Chegados aqui, resta-nos conhecer os contornos e a profundidade do próximo ataque. Como se não existisse amanhã, vamos gerindo em puro registo Kafkiano, a nossa desconfiança quotidiana. Num ciclo político atípico, quais são afinal as motivações que se escondem nos silêncios e nas inações, por parte daqueles que assumiram a responsabilidade de garantir e defender uma democracia verdadeira e sadia? Neste circo mediático, presas e predadores vão arquitetando estratégias e ações para paulatinamente sobreviverem. Entretanto, vamos alimentando a esperança de que estes gatos não tenham sete vidas, escasseando-lhes o tempo para alimentar a irreversibilidade da delapidação democrática a que temos assistido.

O anúncio da inconstitucionalidade de várias normas do OE emergiu numa semana em que ainda se fazem sentir as ondas de choque do último ato eleitoral. Ainda há quem resista na compreensão e interiorização de que o espectro político europeu sofreu uma transformação sem precedentes, de que os verdadeiros vencedores foram a abstenção e quem decidiu votar em branco ou invalidar o voto. A classe política portuguesa parece não ter ainda percebido que, em termos reais, os votos de cada força política, são residuais e voláteis. Há quem ainda não tenha querido perceber que tudo permanece em aberto para o próximo combate eleitoral. Há quem ainda não tenha percebido que a sociedade portuguesa exige verdade nas palavras e nos atos, que o jogo do gato e do rato tem de chegar rapidamente ao fim.
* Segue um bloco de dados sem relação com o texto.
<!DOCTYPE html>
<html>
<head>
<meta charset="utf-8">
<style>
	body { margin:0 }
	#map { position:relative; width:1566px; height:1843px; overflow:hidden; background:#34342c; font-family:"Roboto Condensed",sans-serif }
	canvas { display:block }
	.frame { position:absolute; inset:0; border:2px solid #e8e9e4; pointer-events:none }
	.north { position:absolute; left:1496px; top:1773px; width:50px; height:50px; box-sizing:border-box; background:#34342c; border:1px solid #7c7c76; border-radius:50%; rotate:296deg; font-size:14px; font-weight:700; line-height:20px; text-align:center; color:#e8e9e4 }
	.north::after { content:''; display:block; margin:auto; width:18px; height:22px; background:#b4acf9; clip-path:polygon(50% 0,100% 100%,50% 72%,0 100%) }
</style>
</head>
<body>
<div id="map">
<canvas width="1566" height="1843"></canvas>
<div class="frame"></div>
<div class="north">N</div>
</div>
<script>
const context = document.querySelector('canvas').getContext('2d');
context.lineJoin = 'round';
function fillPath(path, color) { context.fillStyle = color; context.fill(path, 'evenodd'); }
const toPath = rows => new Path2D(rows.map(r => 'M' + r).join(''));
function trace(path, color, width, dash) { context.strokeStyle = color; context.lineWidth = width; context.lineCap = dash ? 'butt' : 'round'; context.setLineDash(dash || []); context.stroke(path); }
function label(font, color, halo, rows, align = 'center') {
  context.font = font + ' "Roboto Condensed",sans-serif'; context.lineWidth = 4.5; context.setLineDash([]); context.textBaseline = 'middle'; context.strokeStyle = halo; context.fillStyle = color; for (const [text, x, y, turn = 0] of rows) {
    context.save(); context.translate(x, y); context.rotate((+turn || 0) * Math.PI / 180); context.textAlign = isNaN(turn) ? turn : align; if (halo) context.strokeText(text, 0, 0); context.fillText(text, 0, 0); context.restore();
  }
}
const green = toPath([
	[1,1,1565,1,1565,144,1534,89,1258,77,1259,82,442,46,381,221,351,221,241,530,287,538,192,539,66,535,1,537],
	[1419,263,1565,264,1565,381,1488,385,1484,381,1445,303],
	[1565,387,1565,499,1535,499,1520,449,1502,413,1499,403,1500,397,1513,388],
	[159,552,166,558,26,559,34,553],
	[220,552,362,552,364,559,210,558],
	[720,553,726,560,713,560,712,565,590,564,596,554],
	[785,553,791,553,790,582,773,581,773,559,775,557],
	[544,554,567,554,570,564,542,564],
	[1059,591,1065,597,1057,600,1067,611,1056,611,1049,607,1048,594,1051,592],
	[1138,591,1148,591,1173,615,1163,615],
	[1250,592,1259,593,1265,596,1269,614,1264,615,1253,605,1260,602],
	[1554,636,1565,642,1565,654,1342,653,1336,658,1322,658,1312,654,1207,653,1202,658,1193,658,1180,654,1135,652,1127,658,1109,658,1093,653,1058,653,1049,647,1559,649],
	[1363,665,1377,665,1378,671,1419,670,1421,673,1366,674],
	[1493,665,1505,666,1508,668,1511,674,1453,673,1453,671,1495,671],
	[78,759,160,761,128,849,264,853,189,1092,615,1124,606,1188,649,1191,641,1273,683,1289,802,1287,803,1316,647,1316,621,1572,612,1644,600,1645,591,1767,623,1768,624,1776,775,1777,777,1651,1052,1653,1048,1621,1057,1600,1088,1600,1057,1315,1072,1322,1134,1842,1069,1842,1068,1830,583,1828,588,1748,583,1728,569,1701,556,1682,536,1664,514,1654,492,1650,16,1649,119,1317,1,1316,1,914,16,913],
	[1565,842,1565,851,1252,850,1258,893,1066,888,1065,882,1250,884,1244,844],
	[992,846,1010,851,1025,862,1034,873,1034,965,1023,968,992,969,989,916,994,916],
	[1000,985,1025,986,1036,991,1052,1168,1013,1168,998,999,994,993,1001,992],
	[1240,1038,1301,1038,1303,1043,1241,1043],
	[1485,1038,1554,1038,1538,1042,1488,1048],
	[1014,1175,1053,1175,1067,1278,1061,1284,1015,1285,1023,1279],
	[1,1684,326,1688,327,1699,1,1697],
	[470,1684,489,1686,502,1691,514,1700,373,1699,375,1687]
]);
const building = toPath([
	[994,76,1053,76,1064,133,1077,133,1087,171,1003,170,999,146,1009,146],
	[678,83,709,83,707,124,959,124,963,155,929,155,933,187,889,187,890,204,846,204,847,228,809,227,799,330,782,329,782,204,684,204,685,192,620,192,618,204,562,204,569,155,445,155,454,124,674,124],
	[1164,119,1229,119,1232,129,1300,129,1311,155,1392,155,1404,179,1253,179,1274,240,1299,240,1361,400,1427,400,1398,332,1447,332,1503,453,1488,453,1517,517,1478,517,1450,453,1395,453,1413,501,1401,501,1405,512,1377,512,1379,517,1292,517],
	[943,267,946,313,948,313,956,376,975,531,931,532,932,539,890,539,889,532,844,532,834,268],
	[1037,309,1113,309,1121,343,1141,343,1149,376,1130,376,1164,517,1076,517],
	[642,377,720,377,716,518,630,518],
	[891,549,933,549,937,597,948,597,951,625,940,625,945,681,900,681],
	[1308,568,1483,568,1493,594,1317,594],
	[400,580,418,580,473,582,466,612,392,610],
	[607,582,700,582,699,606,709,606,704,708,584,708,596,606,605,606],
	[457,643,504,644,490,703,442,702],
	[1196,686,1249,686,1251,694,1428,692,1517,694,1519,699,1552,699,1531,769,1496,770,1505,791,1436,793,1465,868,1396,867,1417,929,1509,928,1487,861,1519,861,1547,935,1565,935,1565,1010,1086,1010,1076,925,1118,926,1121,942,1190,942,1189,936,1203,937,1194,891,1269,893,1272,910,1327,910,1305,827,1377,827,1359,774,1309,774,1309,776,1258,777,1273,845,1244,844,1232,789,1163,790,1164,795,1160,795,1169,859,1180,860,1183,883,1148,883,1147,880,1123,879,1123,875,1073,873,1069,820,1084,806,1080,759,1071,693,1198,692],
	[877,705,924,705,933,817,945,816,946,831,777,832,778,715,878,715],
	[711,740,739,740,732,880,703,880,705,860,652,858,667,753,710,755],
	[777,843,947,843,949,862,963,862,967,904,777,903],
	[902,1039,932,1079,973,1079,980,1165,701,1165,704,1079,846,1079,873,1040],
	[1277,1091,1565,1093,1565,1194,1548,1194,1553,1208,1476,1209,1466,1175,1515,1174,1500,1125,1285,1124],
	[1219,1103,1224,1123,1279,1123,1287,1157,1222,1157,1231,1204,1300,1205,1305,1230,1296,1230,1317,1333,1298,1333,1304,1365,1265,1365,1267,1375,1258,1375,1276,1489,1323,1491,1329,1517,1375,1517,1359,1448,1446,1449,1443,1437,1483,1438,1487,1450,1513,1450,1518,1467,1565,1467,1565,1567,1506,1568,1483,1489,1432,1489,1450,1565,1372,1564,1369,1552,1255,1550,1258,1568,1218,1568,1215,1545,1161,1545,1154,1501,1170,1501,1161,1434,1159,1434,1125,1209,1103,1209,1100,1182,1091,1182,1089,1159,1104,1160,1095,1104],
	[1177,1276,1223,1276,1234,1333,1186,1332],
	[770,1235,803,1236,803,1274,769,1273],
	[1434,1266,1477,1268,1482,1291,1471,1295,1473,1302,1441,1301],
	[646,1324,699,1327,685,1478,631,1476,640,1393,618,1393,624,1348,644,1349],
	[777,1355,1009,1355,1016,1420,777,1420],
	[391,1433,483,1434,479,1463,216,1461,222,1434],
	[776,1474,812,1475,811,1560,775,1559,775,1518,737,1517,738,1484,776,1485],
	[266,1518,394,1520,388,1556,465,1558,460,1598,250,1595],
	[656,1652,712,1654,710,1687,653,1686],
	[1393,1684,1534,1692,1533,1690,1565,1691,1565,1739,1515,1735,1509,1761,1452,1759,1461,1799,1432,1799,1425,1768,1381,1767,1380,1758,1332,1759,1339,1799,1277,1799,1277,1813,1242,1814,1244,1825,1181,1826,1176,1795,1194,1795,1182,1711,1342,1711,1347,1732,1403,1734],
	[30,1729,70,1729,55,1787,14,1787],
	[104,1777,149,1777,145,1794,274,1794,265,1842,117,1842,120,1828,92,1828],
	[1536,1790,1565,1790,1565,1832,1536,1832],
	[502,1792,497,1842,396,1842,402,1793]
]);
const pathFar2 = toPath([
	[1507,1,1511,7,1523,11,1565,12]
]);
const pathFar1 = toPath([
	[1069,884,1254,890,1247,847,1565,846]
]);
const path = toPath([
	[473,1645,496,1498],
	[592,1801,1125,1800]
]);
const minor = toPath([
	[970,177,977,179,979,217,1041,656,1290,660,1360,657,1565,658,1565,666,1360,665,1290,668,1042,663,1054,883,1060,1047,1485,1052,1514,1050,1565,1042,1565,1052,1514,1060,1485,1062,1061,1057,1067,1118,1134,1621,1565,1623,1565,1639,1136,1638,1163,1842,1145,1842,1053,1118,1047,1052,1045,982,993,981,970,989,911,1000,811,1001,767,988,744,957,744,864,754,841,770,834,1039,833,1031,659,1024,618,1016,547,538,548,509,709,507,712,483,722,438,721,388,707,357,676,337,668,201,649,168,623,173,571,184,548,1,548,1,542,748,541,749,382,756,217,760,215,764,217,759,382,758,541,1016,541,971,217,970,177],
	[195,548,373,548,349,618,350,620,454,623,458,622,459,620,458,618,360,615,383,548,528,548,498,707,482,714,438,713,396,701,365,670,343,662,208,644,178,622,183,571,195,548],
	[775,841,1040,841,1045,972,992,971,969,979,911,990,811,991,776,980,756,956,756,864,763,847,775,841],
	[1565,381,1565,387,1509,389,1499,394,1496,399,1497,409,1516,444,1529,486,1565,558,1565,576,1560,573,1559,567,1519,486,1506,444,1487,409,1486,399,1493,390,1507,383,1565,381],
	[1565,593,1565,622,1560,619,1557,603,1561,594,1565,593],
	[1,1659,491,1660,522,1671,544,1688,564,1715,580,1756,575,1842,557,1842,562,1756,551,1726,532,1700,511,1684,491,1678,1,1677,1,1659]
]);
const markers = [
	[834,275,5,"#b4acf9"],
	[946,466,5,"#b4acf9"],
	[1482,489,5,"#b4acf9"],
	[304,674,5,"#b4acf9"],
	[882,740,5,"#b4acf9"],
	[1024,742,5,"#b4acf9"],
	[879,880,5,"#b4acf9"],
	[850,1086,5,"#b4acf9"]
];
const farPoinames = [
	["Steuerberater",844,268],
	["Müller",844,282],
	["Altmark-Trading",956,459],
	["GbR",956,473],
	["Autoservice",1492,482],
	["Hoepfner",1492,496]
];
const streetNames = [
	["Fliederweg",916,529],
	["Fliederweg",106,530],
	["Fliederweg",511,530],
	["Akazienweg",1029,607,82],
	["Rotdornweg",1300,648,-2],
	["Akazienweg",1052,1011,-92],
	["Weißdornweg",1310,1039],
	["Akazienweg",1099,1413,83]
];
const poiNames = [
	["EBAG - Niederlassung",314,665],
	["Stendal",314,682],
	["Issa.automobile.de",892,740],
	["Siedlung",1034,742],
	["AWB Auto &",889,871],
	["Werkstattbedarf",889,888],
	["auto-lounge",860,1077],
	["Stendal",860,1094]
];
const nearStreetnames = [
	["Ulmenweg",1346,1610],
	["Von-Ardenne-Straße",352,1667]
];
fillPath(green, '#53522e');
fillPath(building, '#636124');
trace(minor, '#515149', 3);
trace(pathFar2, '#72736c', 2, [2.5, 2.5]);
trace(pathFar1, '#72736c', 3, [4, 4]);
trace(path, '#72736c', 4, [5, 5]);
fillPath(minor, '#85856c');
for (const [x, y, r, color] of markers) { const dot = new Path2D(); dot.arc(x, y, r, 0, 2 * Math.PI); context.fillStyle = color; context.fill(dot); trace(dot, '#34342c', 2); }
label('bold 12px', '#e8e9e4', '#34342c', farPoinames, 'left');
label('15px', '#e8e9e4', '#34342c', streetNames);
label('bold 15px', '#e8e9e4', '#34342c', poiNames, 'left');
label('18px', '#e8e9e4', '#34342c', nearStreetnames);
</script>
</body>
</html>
Entendamos as convulsões internas em algumas forças políticas como uma possível tomada de consciência daquela dura realidade. Talvez a reposição dos valores democráticos que foram ficando presos nas ratoeiras do poder exijam convulsão interna e medidas radicais que possam fraturar visões individualistas e redutoras do nosso país enquanto nação soberana e enquanto membro de uma Europa dividida. Discutir com verdade e com consequência é acima de tudo um ato de responsabilidade. Defender aquilo em que se acredita é o mais genuíno sinal de liberdade e de democracia. Atacar os valores constitucionalmente consagrados pode ser afinal o isco para que se invertam os papéis entre presas e predadores. Talvez a abertura da verdadeira época de caça ainda não tenha sido declarada!